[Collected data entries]
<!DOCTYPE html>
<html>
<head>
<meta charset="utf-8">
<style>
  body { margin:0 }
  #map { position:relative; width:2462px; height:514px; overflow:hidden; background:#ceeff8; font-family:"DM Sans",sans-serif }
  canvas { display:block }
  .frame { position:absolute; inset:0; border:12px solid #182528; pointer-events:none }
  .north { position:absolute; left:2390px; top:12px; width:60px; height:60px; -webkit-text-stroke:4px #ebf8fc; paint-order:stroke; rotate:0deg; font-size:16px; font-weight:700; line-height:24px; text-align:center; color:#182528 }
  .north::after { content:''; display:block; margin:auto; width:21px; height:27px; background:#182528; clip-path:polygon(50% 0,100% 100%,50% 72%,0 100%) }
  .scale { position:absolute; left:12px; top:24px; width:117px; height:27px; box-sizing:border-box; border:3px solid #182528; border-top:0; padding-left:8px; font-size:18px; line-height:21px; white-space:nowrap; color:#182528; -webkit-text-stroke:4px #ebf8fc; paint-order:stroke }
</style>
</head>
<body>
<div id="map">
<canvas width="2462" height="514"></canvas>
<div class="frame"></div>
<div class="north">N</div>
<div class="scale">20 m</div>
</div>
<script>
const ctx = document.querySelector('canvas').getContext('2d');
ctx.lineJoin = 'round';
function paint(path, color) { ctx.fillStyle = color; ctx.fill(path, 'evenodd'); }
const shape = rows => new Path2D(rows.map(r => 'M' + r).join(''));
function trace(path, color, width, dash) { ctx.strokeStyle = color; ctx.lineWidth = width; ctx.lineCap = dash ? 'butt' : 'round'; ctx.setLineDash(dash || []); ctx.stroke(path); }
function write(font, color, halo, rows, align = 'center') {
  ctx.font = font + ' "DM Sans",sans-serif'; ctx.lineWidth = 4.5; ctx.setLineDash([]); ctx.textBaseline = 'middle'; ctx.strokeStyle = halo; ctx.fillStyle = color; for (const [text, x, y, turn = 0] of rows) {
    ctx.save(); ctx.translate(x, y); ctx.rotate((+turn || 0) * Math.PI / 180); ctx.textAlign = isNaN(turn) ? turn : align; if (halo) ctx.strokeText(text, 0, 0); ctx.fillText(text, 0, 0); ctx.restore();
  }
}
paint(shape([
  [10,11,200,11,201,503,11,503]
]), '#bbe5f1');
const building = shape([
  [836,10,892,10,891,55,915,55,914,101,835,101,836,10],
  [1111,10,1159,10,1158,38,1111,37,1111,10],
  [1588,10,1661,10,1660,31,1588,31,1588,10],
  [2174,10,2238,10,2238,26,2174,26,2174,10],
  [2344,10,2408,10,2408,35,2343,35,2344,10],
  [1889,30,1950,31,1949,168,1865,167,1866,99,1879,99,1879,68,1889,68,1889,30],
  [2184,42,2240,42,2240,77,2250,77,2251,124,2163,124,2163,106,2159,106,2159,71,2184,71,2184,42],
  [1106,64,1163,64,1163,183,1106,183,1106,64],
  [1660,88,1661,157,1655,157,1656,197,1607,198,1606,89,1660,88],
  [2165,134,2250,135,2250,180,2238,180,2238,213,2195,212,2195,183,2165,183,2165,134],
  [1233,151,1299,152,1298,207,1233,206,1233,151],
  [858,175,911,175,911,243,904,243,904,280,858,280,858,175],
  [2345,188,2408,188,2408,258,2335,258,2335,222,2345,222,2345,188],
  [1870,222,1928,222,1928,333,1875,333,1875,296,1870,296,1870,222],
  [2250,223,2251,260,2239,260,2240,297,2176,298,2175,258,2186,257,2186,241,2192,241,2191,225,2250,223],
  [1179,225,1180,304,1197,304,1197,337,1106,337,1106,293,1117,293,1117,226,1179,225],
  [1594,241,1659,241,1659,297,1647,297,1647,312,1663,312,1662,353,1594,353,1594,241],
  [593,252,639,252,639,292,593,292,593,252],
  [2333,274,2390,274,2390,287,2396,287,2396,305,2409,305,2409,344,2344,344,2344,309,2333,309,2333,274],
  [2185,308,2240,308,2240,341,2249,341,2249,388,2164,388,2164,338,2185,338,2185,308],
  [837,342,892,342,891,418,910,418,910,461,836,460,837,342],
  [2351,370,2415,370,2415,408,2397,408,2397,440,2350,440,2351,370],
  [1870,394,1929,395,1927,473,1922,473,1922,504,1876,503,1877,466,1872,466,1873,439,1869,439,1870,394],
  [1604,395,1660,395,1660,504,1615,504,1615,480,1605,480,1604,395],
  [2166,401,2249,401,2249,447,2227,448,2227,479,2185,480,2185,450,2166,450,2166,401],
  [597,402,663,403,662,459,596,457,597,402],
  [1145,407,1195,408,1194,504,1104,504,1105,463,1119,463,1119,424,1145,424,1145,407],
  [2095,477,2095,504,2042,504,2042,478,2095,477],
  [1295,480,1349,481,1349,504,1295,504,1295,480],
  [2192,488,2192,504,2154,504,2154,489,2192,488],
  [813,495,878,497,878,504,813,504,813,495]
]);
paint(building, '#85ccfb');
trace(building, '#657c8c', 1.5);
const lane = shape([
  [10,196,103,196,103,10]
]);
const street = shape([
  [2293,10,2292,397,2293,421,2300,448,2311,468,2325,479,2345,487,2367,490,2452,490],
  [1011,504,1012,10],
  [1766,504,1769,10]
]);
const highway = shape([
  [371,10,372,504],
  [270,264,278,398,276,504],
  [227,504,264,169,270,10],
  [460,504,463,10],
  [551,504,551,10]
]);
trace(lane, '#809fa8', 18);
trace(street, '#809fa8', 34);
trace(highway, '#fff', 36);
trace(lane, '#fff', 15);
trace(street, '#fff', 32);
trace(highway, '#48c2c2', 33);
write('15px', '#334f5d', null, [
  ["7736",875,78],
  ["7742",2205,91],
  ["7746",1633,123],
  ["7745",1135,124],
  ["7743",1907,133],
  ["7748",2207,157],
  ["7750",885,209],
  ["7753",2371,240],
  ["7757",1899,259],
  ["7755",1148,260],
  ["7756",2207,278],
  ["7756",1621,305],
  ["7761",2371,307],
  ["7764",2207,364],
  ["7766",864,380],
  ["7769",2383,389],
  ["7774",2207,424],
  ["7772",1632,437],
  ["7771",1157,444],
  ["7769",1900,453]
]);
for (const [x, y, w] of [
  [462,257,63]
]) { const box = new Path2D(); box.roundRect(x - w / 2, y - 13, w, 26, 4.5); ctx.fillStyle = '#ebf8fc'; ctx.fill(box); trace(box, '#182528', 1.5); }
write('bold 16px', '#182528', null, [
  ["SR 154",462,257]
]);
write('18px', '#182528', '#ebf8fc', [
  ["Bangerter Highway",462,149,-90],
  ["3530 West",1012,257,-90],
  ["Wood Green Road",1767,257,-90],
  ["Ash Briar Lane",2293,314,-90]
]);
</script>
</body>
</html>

-- THE TASK --
Your reply should hold only the lines from the first line of the records through the one with "position:absolute; left:2390px; top:12px;", reproduced word for word.

-- YOUR SOLUTION --
<!DOCTYPE html>
<html>
<head>
<meta charset="utf-8">
<style>
  body { margin:0 }
  #map { position:relative; width:2462px; height:514px; overflow:hidden; background:#ceeff8; font-family:"DM Sans",sans-serif }
  canvas { display:block }
  .frame { position:absolute; inset:0; border:12px solid #182528; pointer-events:none }
  .north { position:absolute; left:2390px; top:12px; width:60px; height:60px; -webkit-text-stroke:4px #ebf8fc; paint-order:stroke; rotate:0deg; font-size:16px; font-weight:700; line-height:24px; text-align:center; color:#182528 }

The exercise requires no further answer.